#### AIM OF THE TASK
Could you copy each line of the entries that contains "gazetteer"?

★ ★ ★ ★ ★ ★ ★

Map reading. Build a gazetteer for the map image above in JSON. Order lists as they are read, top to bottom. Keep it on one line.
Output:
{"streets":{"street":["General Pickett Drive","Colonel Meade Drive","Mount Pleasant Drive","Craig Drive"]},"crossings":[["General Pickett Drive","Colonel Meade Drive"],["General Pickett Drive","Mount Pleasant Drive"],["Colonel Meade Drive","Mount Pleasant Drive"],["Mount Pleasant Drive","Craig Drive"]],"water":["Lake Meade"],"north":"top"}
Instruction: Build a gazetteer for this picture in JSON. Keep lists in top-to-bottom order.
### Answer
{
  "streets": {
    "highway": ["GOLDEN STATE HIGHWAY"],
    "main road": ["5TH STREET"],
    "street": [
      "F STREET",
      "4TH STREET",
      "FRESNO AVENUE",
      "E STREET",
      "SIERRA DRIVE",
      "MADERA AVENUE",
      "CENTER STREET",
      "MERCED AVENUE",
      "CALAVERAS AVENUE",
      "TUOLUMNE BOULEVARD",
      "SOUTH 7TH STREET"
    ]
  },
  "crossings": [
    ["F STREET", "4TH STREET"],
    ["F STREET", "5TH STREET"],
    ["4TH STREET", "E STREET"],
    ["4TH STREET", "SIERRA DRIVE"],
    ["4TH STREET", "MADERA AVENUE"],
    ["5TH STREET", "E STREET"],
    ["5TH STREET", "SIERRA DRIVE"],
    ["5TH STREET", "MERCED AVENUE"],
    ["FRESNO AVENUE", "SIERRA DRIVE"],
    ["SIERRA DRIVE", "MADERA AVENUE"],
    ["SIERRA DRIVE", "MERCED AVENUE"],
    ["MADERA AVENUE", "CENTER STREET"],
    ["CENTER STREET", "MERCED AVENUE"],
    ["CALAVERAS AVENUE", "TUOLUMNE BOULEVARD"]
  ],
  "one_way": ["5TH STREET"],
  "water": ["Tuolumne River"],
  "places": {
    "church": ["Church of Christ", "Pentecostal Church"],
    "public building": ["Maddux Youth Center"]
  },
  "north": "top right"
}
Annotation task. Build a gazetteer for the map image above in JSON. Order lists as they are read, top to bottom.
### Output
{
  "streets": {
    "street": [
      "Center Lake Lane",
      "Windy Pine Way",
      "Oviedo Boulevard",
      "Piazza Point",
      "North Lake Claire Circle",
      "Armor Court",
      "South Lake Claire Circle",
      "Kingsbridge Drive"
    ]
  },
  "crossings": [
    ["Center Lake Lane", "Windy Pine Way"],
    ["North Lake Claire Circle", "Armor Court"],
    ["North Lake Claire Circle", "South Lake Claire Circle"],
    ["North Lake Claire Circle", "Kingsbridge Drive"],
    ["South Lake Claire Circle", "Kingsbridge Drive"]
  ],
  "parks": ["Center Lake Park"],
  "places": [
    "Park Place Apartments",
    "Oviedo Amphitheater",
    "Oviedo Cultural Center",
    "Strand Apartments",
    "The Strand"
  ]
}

★ ★ ★ ★ ★ ★ ★

#### RESULT
Map reading. Build a gazetteer for the map image above in JSON. Order lists as they are read, top to bottom. Keep it on one line.
Instruction: Build a gazetteer for this picture in JSON. Keep lists in top-to-bottom order.
Annotation task. Build a gazetteer for the map image above in JSON. Order lists as they are read, top to bottom.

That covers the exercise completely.